Fragment program on ATI FireGL X1

Hi,

I have a problem with a fragment program on an ATI card. When I load the following program, the routine tells me “native resource exceeded” or sth. like that.
On a GeForce FX it just works fine. I read the spec about texture indirection, but I did not understand that very well. Maybe this could be the problem. I know it’s rather boring reading assembler code, but I appreciate any help!

!!ARBfp1.0

PARAM u1 = program.local[1];
PARAM u0 = program.local[0];
PARAM u2 = program.local[2];
PARAM u3 = program.local[3];
PARAM c0 = {2, 2, 2, 1};
PARAM c1 = {0.5, 0.5, 0.5, 0};
PARAM c2 = {2.7182817, -5.5599999, 0, 0};
TEMP R0;
TEMP R1;
TEMP R2;
TEMP R3;
TEMP H0;
TEX R0.xyz, fragment.texcoord[1].xyxx, texture[1], 2D;
TEX R1.w, fragment.texcoord[3].xyzx, texture[3], 3D;
ADD R0.xyz, R0.xyzx, -c1.x;
MUL R0.xyz, c0.x, R0.xyzx;
MUL R0.w, c2.y, R1.w;
POW R0.w, c2.x, R0.w;
MOV H0.w, c1.w;
DP3 R1.x, fragment.texcoord[5].xyzx, R0.xyzx;
DP3 R0.x, fragment.texcoord[6].xyzx, R0.xyzx;
MOV R1.y, R0.x;
TEX R1, R1.xyxx, texture[2], 2D;
TEX R2.xyz, fragment.texcoord[0].xyxx, texture[0], 2D;
MUL R0.xyz, R1.xyzx, R2.xyzx;
MUL R1.xyz, R1.w, u1.xyzx;
MAD R1.xyz, R0.xyzx, u0.xyzx, R1.xyzx;
MOV R0.x, u3.x;
ADD R0.x, c1.w, -R0.x;
CMP H0.x, R0.x, c0.w, H0.w;
ADD H0.x, -H0.x, c0.w;
TEX R2.w, fragment.texcoord[3].xyzx, texture[3], 3D;
TEX R3.w, fragment.texcoord[0].xyxx, texture[0], 2D;
MOV R1.w, R3.w;
ADD R0.x, c0.w, -R2.w;
CMP R0.x, -H0.x, R0.w, R0.x;
MUL R0.x, R0.x, u2.x;
MUL R0.xyz, R1.xyzx, R0.x;
MOV R1.xyz, R0.xyzx;
MOV result.color, R1;
END

28 instructions, 4 R-regs, 1 H-regs.

End of program

Since the FireGL X1 bases on the R300 chip, I thought there should be no problem with this program.
Thanks for help!

[This message has been edited by mako (edited 09-18-2003).]

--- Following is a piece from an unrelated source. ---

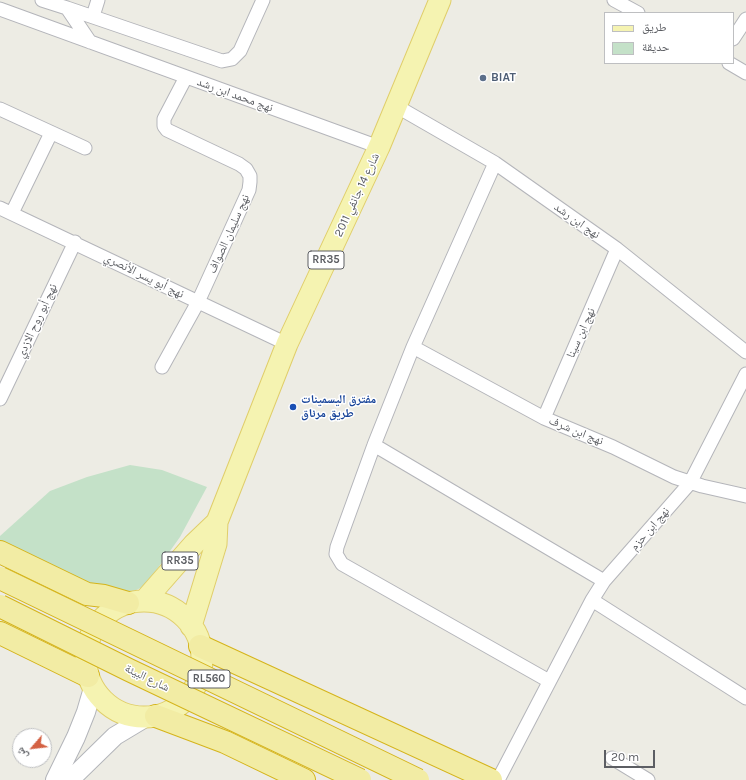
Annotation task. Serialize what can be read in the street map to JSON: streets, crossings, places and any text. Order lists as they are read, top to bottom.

You use unneeded swizzles all over the place. While the program should still run, this increases pressure on the compiler. xyzx and xyxx probably count as arbitrary swizzles, something R300 doesn’t really handle natively. Maybe this causes the front end to ‘panic’
Have you tried simplifying the program?
Ie

!!ARBfp1.0

PARAM u1 = program.local[1];
PARAM u0 = program.local[0];
PARAM u2 = program.local[2];
PARAM u3 = program.local[3];
PARAM c0 = {2, 2, 2, 1};
PARAM c1 = {0.5, 0.5, 0.5, 0};
PARAM c2 = {2.7182817, -5.5599999, 0, 0};
TEMP R0;
TEMP R1;
TEMP R2;
TEMP R3;
TEMP H0;
TEX R0.xyz, fragment.texcoord[1], texture[1], 2D;
TEX R1.w, fragment.texcoord[3], texture[3], 3D;
ADD R0.xyz, R0, -c1.x;
MUL R0.xyz, c0.x, R0;
MUL R0.w, c2.y, R1.w;
POW R0.w, c2.x, R0.w;
MOV H0.w, c1.w;
DP3 R1.x, fragment.texcoord[5], R0;
DP3 R0.x, fragment.texcoord[6], R0;
MOV R1.y, R0.x;
TEX R1, R1, texture[2], 2D;
TEX R2.xyz, fragment.texcoord[0], texture[0], 2D;
MUL R0.xyz, R1, R2;
MUL R1.xyz, R1.w, u1;
MAD R1.xyz, R0, u0, R1;
MOV R0.x, u3;
ADD R0.x, c1.w, -R0.x;
CMP H0.x, R0.x, c0.w, H0.w;
ADD H0.x, -H0.x, c0.w;
TEX R2.w, fragment.texcoord[3], texture[3], 3D;
TEX result.color.w, fragment.texcoord[0], texture[0], 2D;
ADD R0.x, c0.w, -R2.w;
CMP R0.x, -H0.x, R0.w, R0.x;
MUL R0.x, R0, u2;
MUL result.color.xyz, R1, R0.x;
END

# 28 instructions, 4 R-regs, 1 H-regs.
# End of program

This simplification will not change output.
More could be done, this is only a first shot at removing unneeded swizzles.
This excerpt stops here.